=== Task to complete ===
Leave every picture out, then reproduce the rest of the listing exactly.

=== Exercise materials ===

-- Opening Marker --

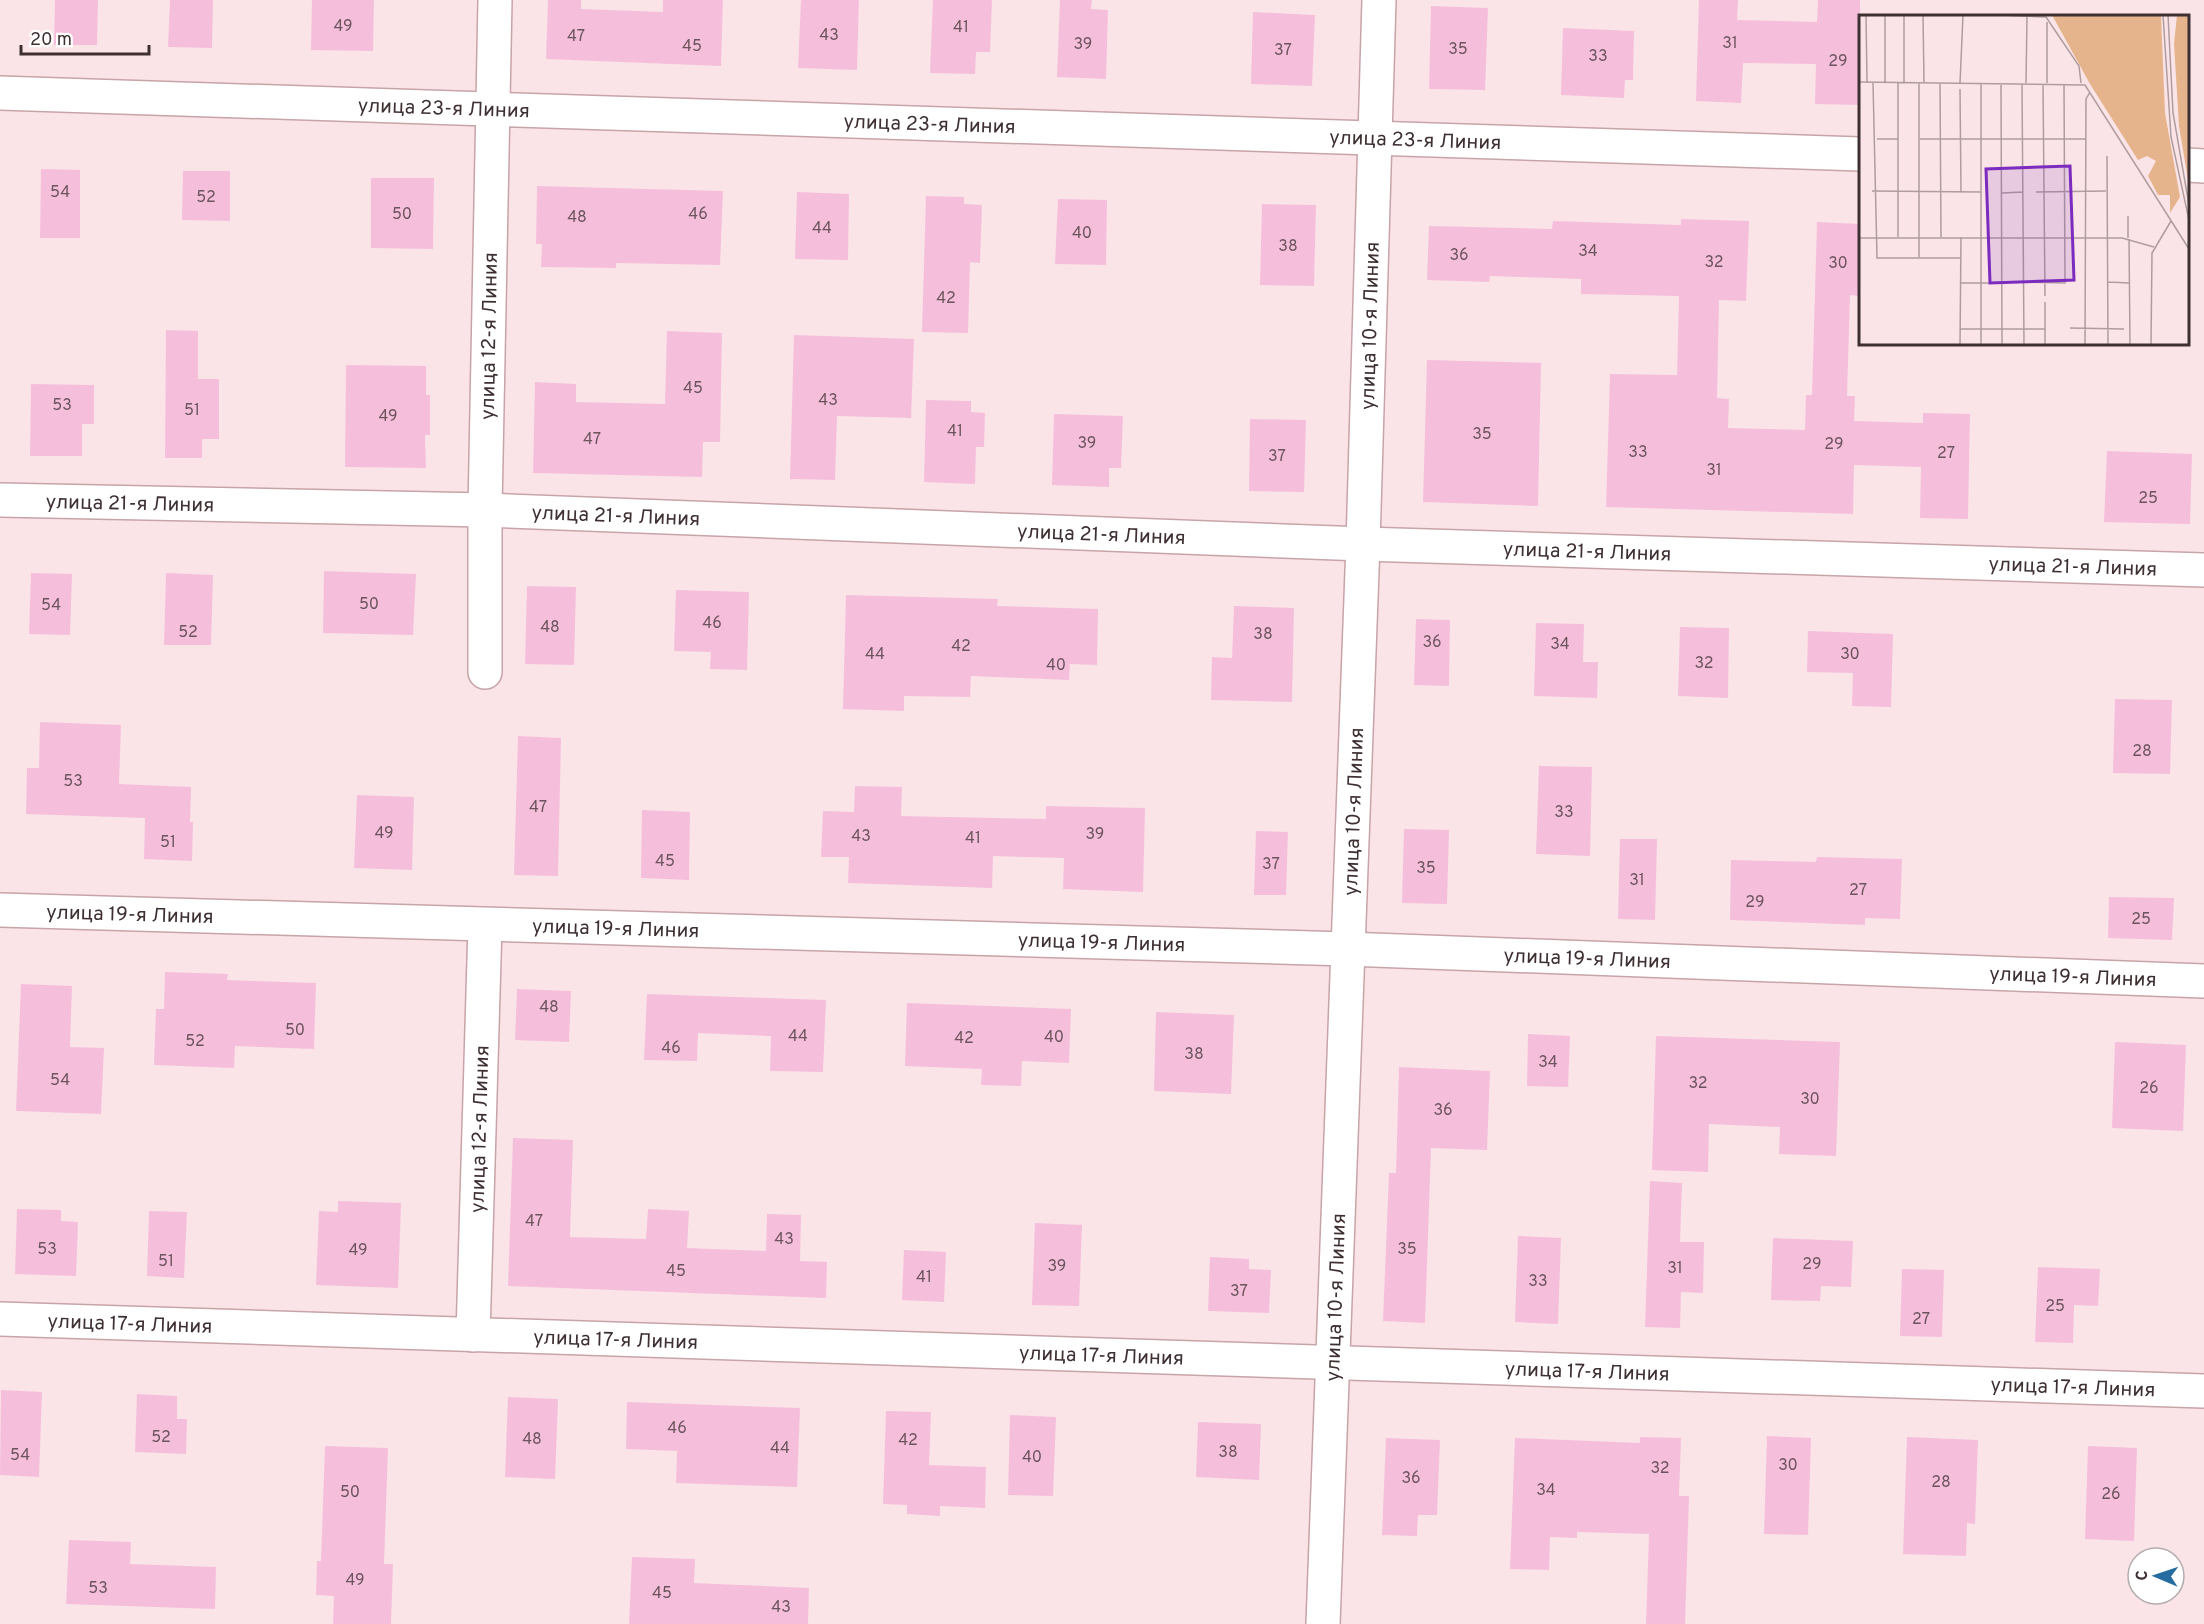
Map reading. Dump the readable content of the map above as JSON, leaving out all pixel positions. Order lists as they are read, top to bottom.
{
  "streets": {
    "street": [
      "улица 23-я Линия",
      "улица 10-я Линия",
      "улица 12-я Линия",
      "улица 21-я Линия",
      "улица 19-я Линия",
      "улица 17-я Линия"
    ]
  },
  "crossings": [
    ["улица 23-я Линия", "улица 10-я Линия"],
    ["улица 23-я Линия", "улица 12-я Линия"],
    ["улица 10-я Линия", "улица 21-я Линия"],
    ["улица 10-я Линия", "улица 19-я Линия"],
    ["улица 10-я Линия", "улица 17-я Линия"],
    ["улица 12-я Линия", "улица 21-я Линия"],
    ["улица 12-я Линия", "улица 19-я Линия"],
    ["улица 12-я Линия", "улица 17-я Линия"]
  ],
  "house_numbers": [
    "49",
    "41",
    "43",
    "47",
    "31",
    "39",
    "45",
    "35",
    "37",
    "33",
    "29",
    "54",
    "52",
    "50",
    "46",
    "48",
    "44",
    "40",
    "38",
    "34",
    "36",
    "32",
    "30",
    "42",
    "45",
    "43",
    "53",
    "51",
    "49",
    "41",
    "35",
    "47",
    "39",
    "29",
    "33",
    "27",
    "37",
    "31",
    "25",
    "50",
    "54",
    "46",
    "48",
    "52",
    "38",
    "36",
    "34",
    "42",
    "44",
    "30",
    "32",
    "40",
    "28",
    "53",
    "47",
    "33",
    "49",
    "39",
    "43",
    "41",
    "51",
    "45",
    "37",
    "35",
    "31",
    "27",
    "29",
    "25",
    "48",
    "50",
    "44",
    "40",
    "42",
    "52",
    "46",
    "38",
    "34",
    "54",
    "32",
    "26",
    "30",
    "36",
    "47",
    "43",
    "53",
    "35",
    "49",
    "51",
    "29",
    "39",
    "31",
    "45",
    "41",
    "33",
    "37",
    "25",
    "27",
    "46",
    "52",
    "48",
    "42",
    "44",
    "38",
    "54",
    "40",
    "30",
    "32",
    "36",
    "28",
    "34",
    "50",
    "26",
    "49",
    "53",
    "45",
    "43"
  ],
  "scale_bar": "20 m",
  "north": "left"
}
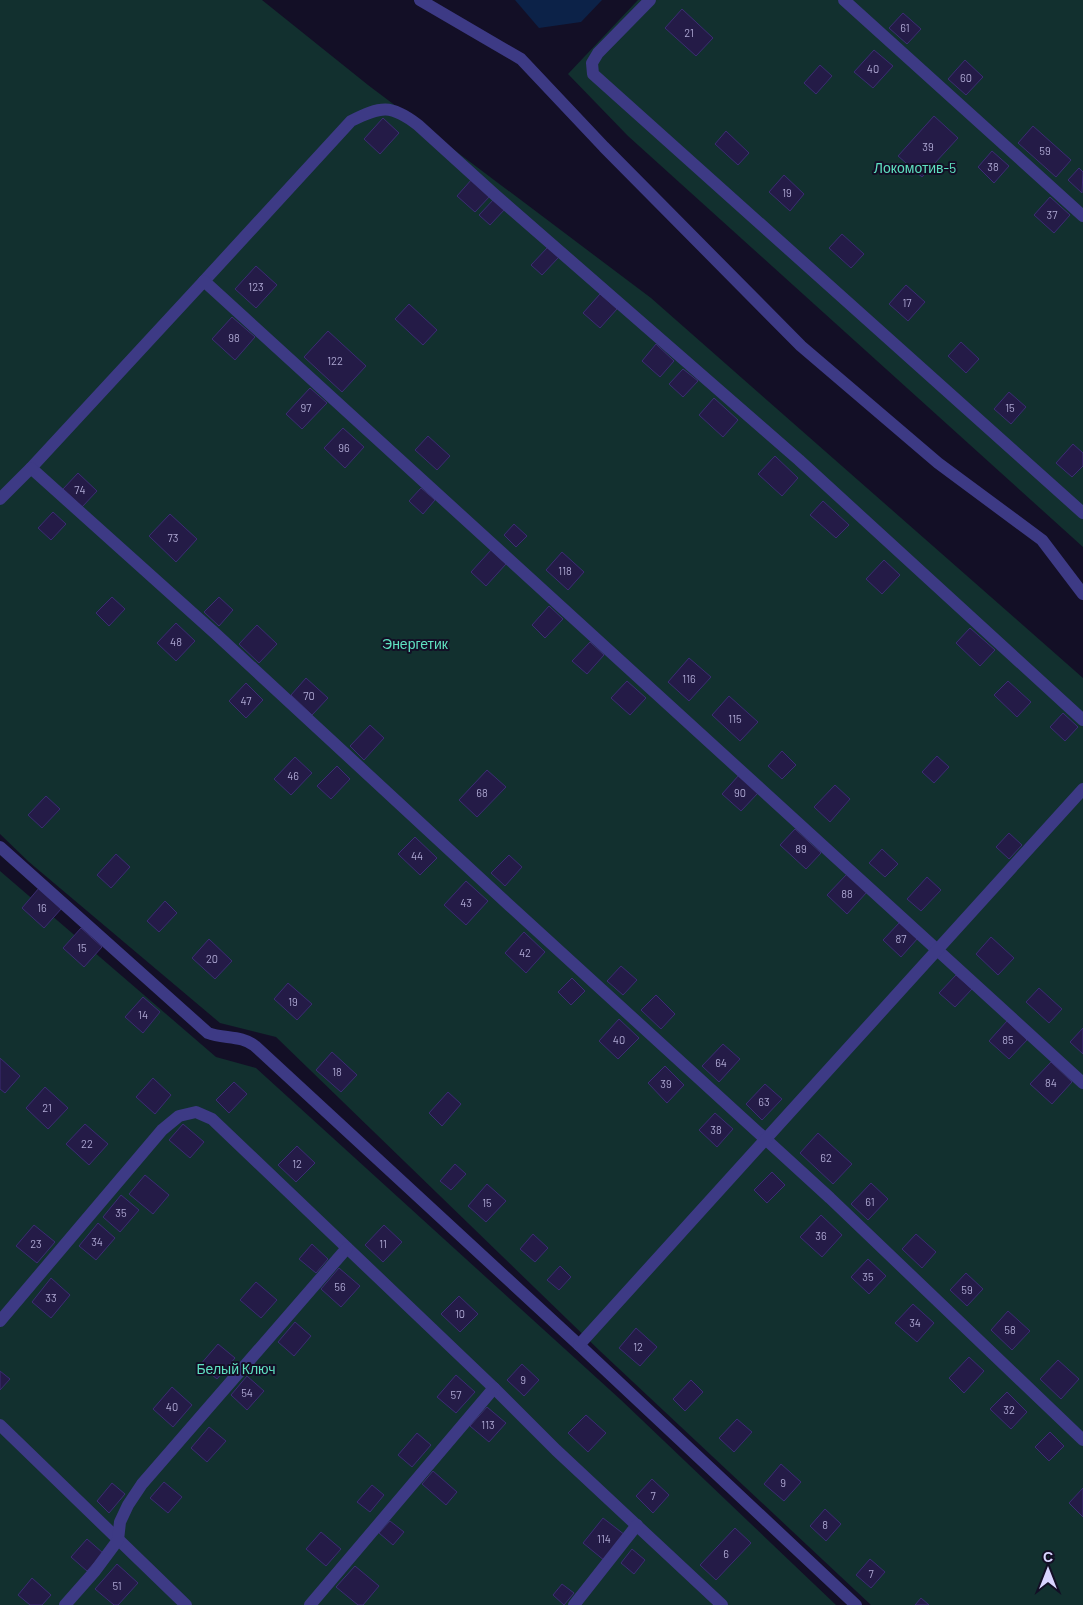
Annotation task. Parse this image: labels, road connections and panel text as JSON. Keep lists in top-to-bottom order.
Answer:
{
  "parks": ["Локомотив-5", "Энергетик", "Белый Ключ"],
  "house_numbers": [
    "61",
    "21",
    "40",
    "60",
    "39",
    "59",
    "38",
    "19",
    "37",
    "123",
    "17",
    "98",
    "122",
    "97",
    "15",
    "96",
    "74",
    "73",
    "118",
    "48",
    "116",
    "70",
    "47",
    "115",
    "46",
    "68",
    "90",
    "89",
    "44",
    "88",
    "43",
    "16",
    "87",
    "15",
    "42",
    "20",
    "19",
    "14",
    "40",
    "85",
    "64",
    "18",
    "84",
    "39",
    "63",
    "21",
    "38",
    "22",
    "62",
    "12",
    "61",
    "15",
    "35",
    "36",
    "34",
    "23",
    "11",
    "35",
    "56",
    "59",
    "33",
    "10",
    "34",
    "58",
    "12",
    "9",
    "54",
    "57",
    "40",
    "32",
    "113",
    "9",
    "7",
    "8",
    "114",
    "6",
    "7",
    "51"
  ],
  "north": "top"
}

-- Closing Marker --

=== Response to this task ===
Map reading. Dump the readable content of the map above as JSON, leaving out all pixel positions. Order lists as they are read, top to bottom.
{
  "streets": {
    "street": [
      "улица 23-я Линия",
      "улица 10-я Линия",
      "улица 12-я Линия",
      "улица 21-я Линия",
      "улица 19-я Линия",
      "улица 17-я Линия"
    ]
  },
  "crossings": [
    ["улица 23-я Линия", "улица 10-я Линия"],
    ["улица 23-я Линия", "улица 12-я Линия"],
    ["улица 10-я Линия", "улица 21-я Линия"],
    ["улица 10-я Линия", "улица 19-я Линия"],
    ["улица 10-я Линия", "улица 17-я Линия"],
    ["улица 12-я Линия", "улица 21-я Линия"],
    ["улица 12-я Линия", "улица 19-я Линия"],
    ["улица 12-я Линия", "улица 17-я Линия"]
  ],
  "house_numbers": [
    "49",
    "41",
    "43",
    "47",
    "31",
    "39",
    "45",
    "35",
    "37",
    "33",
    "29",
    "54",
    "52",
    "50",
    "46",
    "48",
    "44",
    "40",
    "38",
    "34",
    "36",
    "32",
    "30",
    "42",
    "45",
    "43",
    "53",
    "51",
    "49",
    "41",
    "35",
    "47",
    "39",
    "29",
    "33",
    "27",
    "37",
    "31",
    "25",
    "50",
    "54",
    "46",
    "48",
    "52",
    "38",
    "36",
    "34",
    "42",
    "44",
    "30",
    "32",
    "40",
    "28",
    "53",
    "47",
    "33",
    "49",
    "39",
    "43",
    "41",
    "51",
    "45",
    "37",
    "35",
    "31",
    "27",
    "29",
    "25",
    "48",
    "50",
    "44",
    "40",
    "42",
    "52",
    "46",
    "38",
    "34",
    "54",
    "32",
    "26",
    "30",
    "36",
    "47",
    "43",
    "53",
    "35",
    "49",
    "51",
    "29",
    "39",
    "31",
    "45",
    "41",
    "33",
    "37",
    "25",
    "27",
    "46",
    "52",
    "48",
    "42",
    "44",
    "38",
    "54",
    "40",
    "30",
    "32",
    "36",
    "28",
    "34",
    "50",
    "26",
    "49",
    "53",
    "45",
    "43"
  ],
  "scale_bar": "20 m",
  "north": "left"
}
Annotation task. Parse this image: labels, road connections and panel text as JSON. Keep lists in top-to-bottom order.
Answer:
{
  "parks": ["Локомотив-5", "Энергетик", "Белый Ключ"],
  "house_numbers": [
    "61",
    "21",
    "40",
    "60",
    "39",
    "59",
    "38",
    "19",
    "37",
    "123",
    "17",
    "98",
    "122",
    "97",
    "15",
    "96",
    "74",
    "73",
    "118",
    "48",
    "116",
    "70",
    "47",
    "115",
    "46",
    "68",
    "90",
    "89",
    "44",
    "88",
    "43",
    "16",
    "87",
    "15",
    "42",
    "20",
    "19",
    "14",
    "40",
    "85",
    "64",
    "18",
    "84",
    "39",
    "63",
    "21",
    "38",
    "22",
    "62",
    "12",
    "61",
    "15",
    "35",
    "36",
    "34",
    "23",
    "11",
    "35",
    "56",
    "59",
    "33",
    "10",
    "34",
    "58",
    "12",
    "9",
    "54",
    "57",
    "40",
    "32",
    "113",
    "9",
    "7",
    "8",
    "114",
    "6",
    "7",
    "51"
  ],
  "north": "top"
}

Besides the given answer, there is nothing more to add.